Pest Prevention | Posted: June 14, 2023

What Pests Are Attracted to Moisture?

Whenever we identify a pest problem in the home, our first step in treating the infestation is to look for the source. All living things require three things to survive: food, water, and shelter from the elements. Pests who have wandered into or colonized a human home are looking for (or have already found) at least one of these three must-haves.

Even in the tidiest home with clean kitchen countertops and food stored in air-tight containers, pests can lurk in corners and crevices waiting to take advantage of your indoor plumbing. Moisture is enough to attract many insects into a home, and shelter from bad weather and predators is just an added bonus.

Below, we’ll explain which pests seek moisture in our homes, where they’re most likely to find it (and settle in), and what to do if your home has a moisture issue.

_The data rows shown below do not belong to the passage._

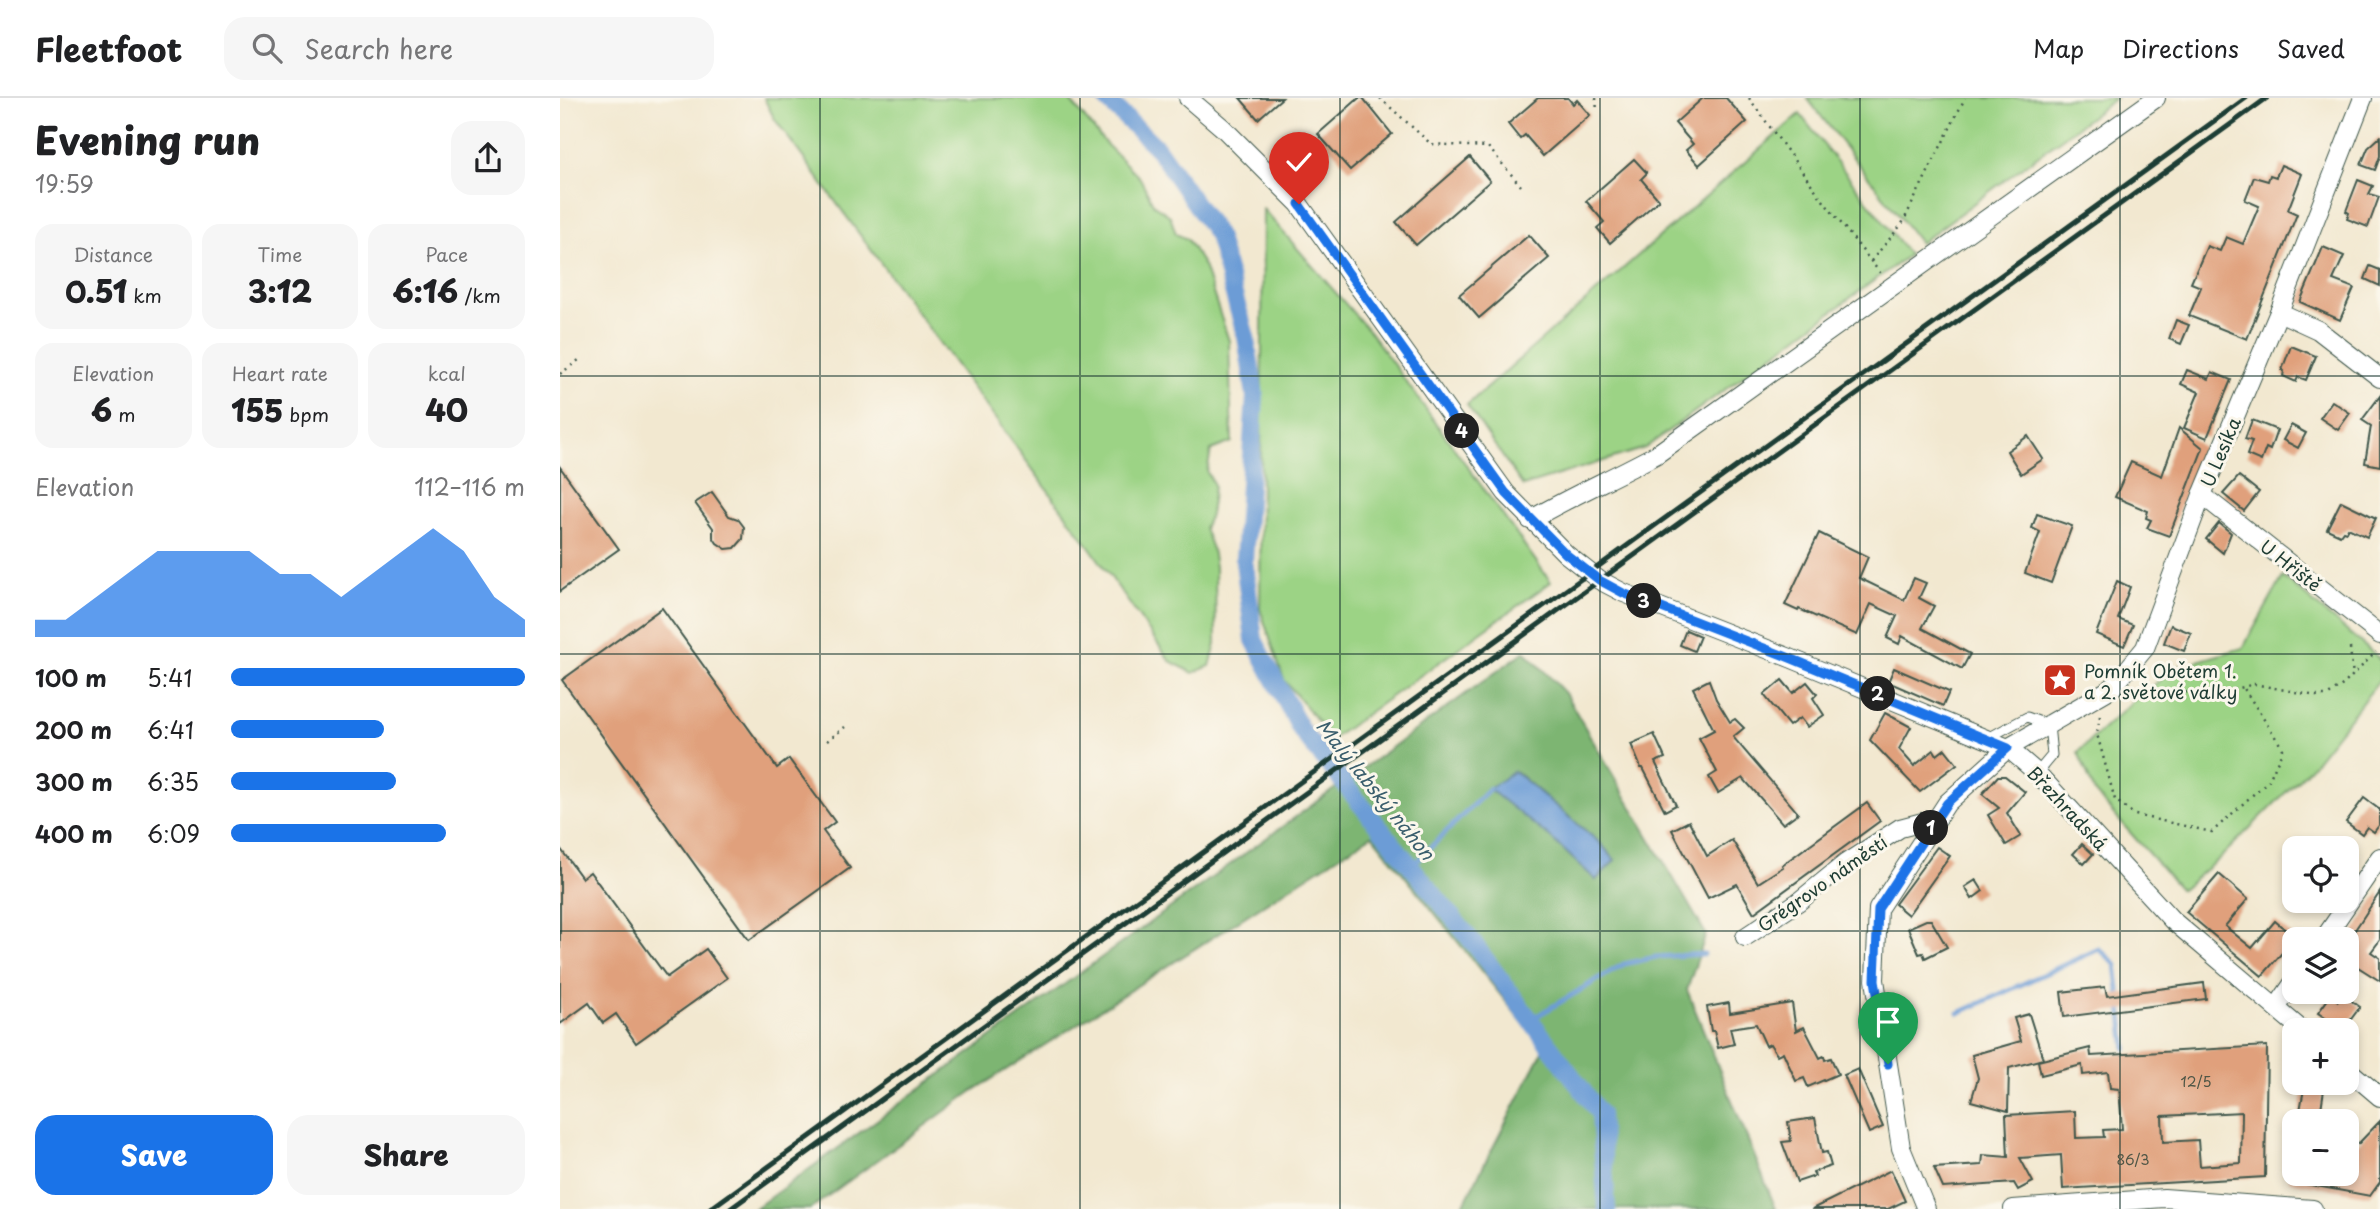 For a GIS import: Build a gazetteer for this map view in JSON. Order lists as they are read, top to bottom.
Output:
{
  "streets": {
    "street": [
      "U Lesíka",
      "U Hřiště",
      "Březhradská",
      "Grégrovo náměstí"
    ]
  },
  "crossings": [
    ["U Lesíka", "U Hřiště"],
    ["U Lesíka", "Březhradská"],
    ["U Lesíka", "Grégrovo náměstí"],
    ["Březhradská", "Grégrovo náměstí"]
  ],
  "water": ["Malý labský náhon"],
  "places": {
    "place": ["Pomník Obětem 1. a 2. světové války"]
  },
  "house_numbers": ["12/5", "86/3"],
  "page": {
    "header": "Fleetfoot",
    "search": "Search here",
    "nav": ["Map", "Directions", "Saved"],
    "heading": ["Evening run", "19:59"],
    "stats": [
      ["Distance", "0.51 km"],
      ["Time", "3:12"],
      ["Pace", "6:16 /km"],
      ["Elevation", "6 m"],
      ["Heart rate", "155 bpm"],
      ["kcal", "40"]
    ],
    "pins": [
      "4",
      "3",
      "2",
      "1"
    ],
    "chart": ["Elevation", "112–116 m"],
    "list": [
      {
        "name": "100 m",
        "note": "5:41"
      },
      {
        "name": "200 m",
        "note": "6:41"
      },
      {
        "name": "300 m",
        "note": "6:35"
      },
      {
        "name": "400 m",
        "note": "6:09"
      }
    ],
    "map_buttons": ["+", "−"],
    "buttons": ["Save", "Share"]
  }
}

Where Do Pests Find Moisture in Our Homes?

We generally tend to see certain pests in specific areas of our homes based on their needs and behaviors. Do they prefer darkness or light? Are they carnivorous (like spiders) or herbivores in search of plant-based material?

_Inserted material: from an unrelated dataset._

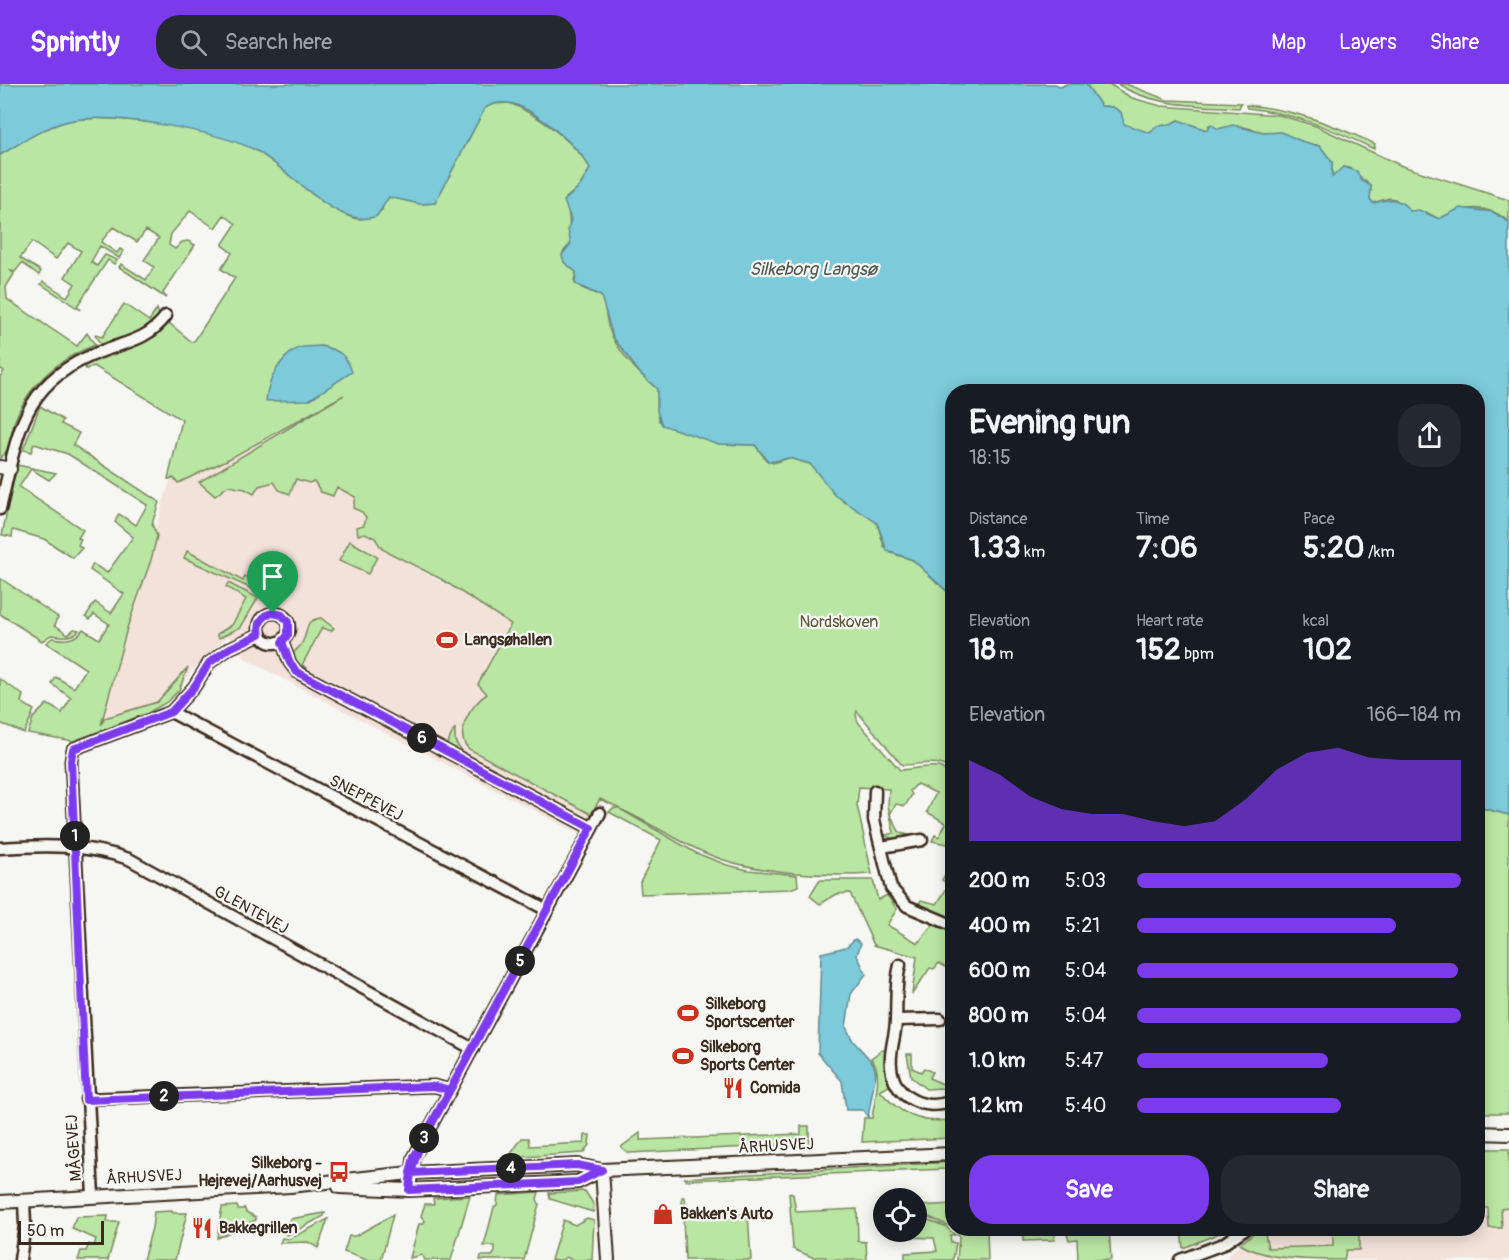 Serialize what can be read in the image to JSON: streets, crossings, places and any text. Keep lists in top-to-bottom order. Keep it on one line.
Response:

Household pests can appear in any area of your home, but there are hot spots that tend to attract the most attention from insects and rodents once they get inside.

Kitchens are the most obvious space for pests to search for food and moisture. Even the tiniest crumb of last night’s dinner can be a feast for a tiny insect. Kitchens also tend to have higher humidity and contain stray drops of water from the sink or condensation from cold foods and dishes.

Bathrooms contain many sources of moisture: toilets, sinks, showers, bathtubs, and more. Bathrooms can also contain organic matter — like hair, skin, and nails — that could be appetizing to some pests. Because steam from our baths and showers make these rooms damp so frequently, some bathrooms also contain mildew, which many pests can feed on.

Basements can often contain residual moisture from the rest of the house. Gravity pulls water and cool air down to the lowest level in your house, making basements exceptionally prone to mold and mildew — and hospitable to pests. Many pests are also nocturnal and prefer to live in dark, quiet spaces, making basements the perfect hideout.

Attics are often the first space affected by a roof leak, but you might not notice the leak for some time if your attic is used for storage and doesn’t get much traffic. Many pests stay in the attic due to warm temperatures from rising heat. If your attic is warm and wet, it’s only a matter of time before mold starts to grow and pests move in, so check your attic regularly for any issues.

Any room with leaks and moisture can attract hungry, thirsty insects and rodents, especially if the leaks are caused by holes leading outside. If your roof, walls, or windows are letting in wind and water, they’re likely to let in insects, too.

Even rooms with no cracks or holes leading outside can have leaky pipes that drip water down to the ground — the perfect place for insects and rodents to find it. If you see puddles in any room in your house, locating and repairing the source of the water is critical to prevent an infestation or the growth of harmful mold.

Moisture-Loving Pests in Your Home

Water is essential for all life on earth, and moisture will attract a number of pests into your home. Some pests depend on water more heavily than others, and many pests’ need for water varies throughout the stages of their life cycle.

The presence of water, combined with other factors and pests’ preferences, makes certain pests more likely to appear and remain in certain areas. However, any pest in your home can move to any other area at any time.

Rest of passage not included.